Insights into the complex influence of 5-HT signaling on thalamocortical axonal system development

Abstract

The topographic organization of the thalamocortical axons (TCAs) in the barrel field (BF) in the rodent primary somatosensory cortex results from a succession of temporally and spatially precise developmental events. Prenatally, growth and guidance mechanisms enable TCAs to navigate through the forebrain and reach the cortex. Postnatally, TCAs grow into the cortex, and the refinement of their terminal arborization pattern in layer IV creates barrel-like structures. The combined results of studies performed over the past 20 years clearly show that serotonin (5-hydroxytryptamine; 5-HT) signaling modulates these pre- and early postnatal developmental processes.
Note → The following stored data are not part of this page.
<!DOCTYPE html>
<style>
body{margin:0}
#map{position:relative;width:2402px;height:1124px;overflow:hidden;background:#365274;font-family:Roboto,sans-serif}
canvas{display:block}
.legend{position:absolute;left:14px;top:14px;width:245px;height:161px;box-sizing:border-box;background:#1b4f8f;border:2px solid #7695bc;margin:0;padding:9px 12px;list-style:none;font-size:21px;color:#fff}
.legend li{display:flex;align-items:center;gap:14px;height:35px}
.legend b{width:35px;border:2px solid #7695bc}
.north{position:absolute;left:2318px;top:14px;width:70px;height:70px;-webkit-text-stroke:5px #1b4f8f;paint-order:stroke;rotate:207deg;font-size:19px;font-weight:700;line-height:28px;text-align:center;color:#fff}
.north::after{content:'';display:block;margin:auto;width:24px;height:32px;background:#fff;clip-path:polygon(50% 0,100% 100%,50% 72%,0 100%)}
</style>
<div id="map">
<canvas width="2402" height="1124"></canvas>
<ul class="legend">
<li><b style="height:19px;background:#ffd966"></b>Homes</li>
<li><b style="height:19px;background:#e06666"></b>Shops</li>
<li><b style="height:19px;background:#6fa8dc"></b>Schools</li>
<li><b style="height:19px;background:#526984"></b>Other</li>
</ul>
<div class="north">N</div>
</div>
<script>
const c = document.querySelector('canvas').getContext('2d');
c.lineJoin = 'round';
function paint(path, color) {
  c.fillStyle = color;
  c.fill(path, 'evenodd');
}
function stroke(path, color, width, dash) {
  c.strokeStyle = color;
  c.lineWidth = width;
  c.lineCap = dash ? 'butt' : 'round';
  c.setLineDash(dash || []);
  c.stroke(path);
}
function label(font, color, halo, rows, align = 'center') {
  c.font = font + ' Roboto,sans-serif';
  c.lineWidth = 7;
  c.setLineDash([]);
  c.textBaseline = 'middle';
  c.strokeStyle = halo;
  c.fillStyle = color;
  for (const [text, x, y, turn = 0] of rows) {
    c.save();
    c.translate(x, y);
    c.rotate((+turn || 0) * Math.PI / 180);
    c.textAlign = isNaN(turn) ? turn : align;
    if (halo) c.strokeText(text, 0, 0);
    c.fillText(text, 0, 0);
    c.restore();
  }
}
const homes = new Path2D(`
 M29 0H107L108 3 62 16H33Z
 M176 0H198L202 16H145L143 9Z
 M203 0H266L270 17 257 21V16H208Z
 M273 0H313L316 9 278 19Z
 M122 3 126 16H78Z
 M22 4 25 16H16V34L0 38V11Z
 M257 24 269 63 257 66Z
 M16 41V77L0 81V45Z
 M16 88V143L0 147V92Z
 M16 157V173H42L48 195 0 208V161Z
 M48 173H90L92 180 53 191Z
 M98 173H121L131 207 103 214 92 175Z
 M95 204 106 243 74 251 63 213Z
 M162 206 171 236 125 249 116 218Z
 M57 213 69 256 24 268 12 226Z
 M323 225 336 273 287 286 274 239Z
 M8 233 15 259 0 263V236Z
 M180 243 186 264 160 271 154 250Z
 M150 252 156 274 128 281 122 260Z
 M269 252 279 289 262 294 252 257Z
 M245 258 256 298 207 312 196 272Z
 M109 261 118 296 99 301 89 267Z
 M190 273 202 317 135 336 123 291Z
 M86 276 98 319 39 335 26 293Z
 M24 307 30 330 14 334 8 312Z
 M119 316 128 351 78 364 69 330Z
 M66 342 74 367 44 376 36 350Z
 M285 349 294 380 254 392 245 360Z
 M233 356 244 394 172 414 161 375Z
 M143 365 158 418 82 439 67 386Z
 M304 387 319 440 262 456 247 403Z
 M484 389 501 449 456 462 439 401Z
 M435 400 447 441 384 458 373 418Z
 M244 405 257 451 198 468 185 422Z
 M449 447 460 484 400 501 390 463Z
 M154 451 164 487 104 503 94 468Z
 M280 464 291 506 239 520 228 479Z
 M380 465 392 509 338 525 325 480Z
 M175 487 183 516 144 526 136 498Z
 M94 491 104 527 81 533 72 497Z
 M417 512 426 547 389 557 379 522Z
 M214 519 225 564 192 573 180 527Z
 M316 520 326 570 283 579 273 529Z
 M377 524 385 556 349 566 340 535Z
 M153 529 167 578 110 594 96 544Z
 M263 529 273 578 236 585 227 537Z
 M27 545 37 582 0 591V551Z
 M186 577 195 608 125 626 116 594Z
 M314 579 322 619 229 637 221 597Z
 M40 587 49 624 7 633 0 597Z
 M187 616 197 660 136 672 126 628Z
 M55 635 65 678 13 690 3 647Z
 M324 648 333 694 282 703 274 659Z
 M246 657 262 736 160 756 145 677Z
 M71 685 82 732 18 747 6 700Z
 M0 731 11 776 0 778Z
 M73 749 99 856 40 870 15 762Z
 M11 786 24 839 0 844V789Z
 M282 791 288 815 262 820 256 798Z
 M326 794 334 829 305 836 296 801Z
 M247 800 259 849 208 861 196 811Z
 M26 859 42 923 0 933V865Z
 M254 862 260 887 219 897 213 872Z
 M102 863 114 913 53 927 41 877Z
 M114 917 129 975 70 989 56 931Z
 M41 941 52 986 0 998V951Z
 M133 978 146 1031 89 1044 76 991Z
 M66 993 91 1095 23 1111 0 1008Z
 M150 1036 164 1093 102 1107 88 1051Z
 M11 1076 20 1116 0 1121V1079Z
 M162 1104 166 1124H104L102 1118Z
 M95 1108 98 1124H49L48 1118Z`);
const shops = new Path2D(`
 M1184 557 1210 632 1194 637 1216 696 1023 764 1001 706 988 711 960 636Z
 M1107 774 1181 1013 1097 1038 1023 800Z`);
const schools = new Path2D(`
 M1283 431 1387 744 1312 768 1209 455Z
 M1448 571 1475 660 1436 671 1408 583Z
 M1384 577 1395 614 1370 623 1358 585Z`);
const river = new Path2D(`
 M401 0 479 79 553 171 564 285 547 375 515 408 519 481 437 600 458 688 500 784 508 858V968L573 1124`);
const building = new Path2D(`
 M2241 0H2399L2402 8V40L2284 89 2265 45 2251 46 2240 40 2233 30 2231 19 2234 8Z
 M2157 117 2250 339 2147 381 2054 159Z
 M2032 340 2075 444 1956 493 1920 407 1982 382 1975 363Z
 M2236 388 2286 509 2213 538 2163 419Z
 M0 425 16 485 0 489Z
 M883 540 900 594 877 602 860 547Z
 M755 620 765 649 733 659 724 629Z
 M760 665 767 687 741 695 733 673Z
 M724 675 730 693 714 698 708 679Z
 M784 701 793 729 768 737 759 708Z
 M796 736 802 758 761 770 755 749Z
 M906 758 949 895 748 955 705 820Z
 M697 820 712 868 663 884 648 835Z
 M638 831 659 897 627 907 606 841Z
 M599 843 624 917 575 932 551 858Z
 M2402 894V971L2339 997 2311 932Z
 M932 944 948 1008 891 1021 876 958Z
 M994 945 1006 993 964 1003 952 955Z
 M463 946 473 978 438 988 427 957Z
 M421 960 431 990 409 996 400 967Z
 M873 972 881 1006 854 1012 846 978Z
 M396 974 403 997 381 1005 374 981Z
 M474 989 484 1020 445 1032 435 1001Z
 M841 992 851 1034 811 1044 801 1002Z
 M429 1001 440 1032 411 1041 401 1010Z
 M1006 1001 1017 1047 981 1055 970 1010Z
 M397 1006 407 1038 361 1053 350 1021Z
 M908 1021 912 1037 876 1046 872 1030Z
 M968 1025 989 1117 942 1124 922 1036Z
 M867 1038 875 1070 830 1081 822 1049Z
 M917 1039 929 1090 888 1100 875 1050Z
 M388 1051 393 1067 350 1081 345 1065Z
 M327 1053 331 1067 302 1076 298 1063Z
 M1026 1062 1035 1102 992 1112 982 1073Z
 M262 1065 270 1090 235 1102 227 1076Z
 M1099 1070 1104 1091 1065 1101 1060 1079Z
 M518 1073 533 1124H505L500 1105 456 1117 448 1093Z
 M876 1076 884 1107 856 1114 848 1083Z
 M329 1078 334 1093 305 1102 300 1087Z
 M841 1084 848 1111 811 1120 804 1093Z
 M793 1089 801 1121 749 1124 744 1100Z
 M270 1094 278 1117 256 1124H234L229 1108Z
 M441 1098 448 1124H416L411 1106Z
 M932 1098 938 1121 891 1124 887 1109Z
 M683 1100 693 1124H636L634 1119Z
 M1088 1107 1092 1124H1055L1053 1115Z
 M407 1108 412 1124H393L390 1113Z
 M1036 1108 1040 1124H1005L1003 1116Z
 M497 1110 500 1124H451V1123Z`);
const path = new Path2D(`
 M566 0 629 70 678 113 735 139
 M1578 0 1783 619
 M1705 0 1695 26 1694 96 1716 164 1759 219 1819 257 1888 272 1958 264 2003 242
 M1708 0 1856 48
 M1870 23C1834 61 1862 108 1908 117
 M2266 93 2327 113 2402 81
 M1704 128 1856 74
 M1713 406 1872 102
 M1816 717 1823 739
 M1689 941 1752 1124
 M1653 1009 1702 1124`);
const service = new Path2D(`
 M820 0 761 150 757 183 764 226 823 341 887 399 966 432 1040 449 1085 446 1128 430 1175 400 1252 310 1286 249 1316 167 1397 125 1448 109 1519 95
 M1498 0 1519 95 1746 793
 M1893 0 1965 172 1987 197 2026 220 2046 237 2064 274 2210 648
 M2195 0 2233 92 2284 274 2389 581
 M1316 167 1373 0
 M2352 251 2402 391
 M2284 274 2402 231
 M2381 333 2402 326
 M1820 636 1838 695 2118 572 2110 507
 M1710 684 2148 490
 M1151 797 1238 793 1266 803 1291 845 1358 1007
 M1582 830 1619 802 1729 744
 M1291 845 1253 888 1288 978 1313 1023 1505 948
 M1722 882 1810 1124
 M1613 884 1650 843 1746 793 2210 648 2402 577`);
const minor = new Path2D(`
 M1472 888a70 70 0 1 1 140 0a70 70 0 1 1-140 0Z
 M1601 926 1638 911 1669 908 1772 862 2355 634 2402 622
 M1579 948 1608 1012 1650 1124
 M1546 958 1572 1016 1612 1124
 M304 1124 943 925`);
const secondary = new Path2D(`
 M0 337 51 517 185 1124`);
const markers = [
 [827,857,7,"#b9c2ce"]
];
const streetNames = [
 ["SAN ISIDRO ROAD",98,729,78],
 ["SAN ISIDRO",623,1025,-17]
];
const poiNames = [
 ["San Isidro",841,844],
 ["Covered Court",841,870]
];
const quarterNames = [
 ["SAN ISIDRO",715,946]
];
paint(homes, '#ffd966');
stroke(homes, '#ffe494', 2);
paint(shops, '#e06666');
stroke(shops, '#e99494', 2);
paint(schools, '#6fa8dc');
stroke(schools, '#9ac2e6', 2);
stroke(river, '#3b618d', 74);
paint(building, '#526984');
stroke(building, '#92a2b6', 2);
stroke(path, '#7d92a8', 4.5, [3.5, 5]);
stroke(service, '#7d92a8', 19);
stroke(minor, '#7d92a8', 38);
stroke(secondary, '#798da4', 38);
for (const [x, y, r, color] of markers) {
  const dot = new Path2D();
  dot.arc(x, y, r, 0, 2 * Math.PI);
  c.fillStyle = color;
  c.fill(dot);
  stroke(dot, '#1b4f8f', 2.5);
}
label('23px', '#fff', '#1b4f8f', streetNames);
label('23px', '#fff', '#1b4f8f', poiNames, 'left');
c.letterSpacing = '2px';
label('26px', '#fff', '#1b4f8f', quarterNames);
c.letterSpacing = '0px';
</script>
In this context, 5-HT signaling can purposely be described as 'modulating' rather than 'controlling' because developmental alterations of 5-HT synthesis, uptake or degradation either have a dramatic, moderate or no effect at all on TCA pathway and BF formation. In this review we summarize and compare the outcomes of diverse pharmacological and genetic manipulations of 5-HT signaling on TCA pathway and BF formation, in an attempt to understand these discrepancies.

Figure 1

Decreased extracellular brain serotonin (5-HT) does not affect cortical barrel field (BF) formation. Despite the profound reduction of brain 5-HT in VMAT2-cKO mice (see text), the BF appears grossly normal at P5 (B), similar to wild type (A). (C), similarly in the Pet1-KO mice where brain 5-HT concentration is reduced by ~70%, BF pattern appears normal at P7. BF formation was visualized in flattened cortex preparations stained with a 5-HTT (SERT) antibody.

Figure 2

Timeline of the genetic and pharmacological alterations of 5-HT signaling and their effects on thalamocortical axons (TCA) pathway and cortical barrel field (BF) formation. Manipulations leading to increased 5-HT signaling during development are illustrated in the top panel. Overexpression of 5-HT1B/1D receptors (IUE: in utero electroporation) alters TCA pathway prenatally; the effect on postnatal BF formation is unknown (dotted box). In the SERT-KO and MAOA-KO mice, extracellular brain 5-HT concentration is increased and BF formation is altered postnatally. The blue arrows represent the duration of the effect on 5-HT signaling. The bottom panel illustrates manipulations leading to a decrease of 5-HT signaling prenatally (IUE) and/or pre- and postnatally (knockout mice and p-chlorophenylalanine (PCPA) treatment). Knocking down 5-HT1B/1D receptors expression by in utero electroporation alters TCA pathway prenatally, with unknown effect on postnatal BF formation. In most of the genetic mouse models, prenatal effects on TCA pathway formation were not analyzed in detail. The potential prenatal effects on the placental source of 5-HT, inferred from the targeted genes being expressed in the placenta, are indicated (yellow line).

Figure 3

Potential mechanism by which increased extracellular serotonin (5-HT) in the MAOA-KO mice affects cortical barrel field (BF) formation. (A), in wild type (C3H; C3H/HeJ background) mice 5-HT signals simultaneously through both 5-HT1B and 5-HT1D receptors, which are transiently expressed by thalamic neurons and present on axon terminals (see text). (B), increased extracellular 5-HT concentration in the MAOA-KO mice leads to over-activation of 5-HT1B and 5-HT1D receptors, and to an absence of clear BF formation as observed at P7 in flattened cortex preparations stained with a 5-HT antibody. (C), in the absence of 5-HT1B receptors (MAOA/5-HT1B –Double KO), the MAOA-KO phenotype is rescued, suggesting that residual 5-HT signaling is sufficient for normal BF formation, despite the increased extracellular 5-HT concentration. Since BF patterning is not altered in 5-HT1B-KO mice (see text), the model proposes that 5-HT1D receptors may provide sufficient signaling for normal BF formation in the absence of 5-HT1B receptors, with or without elevated extracellular 5-HT concentration. BF formation (right panels) was visualized in flattened cortex preparations stained with CO histochemistry.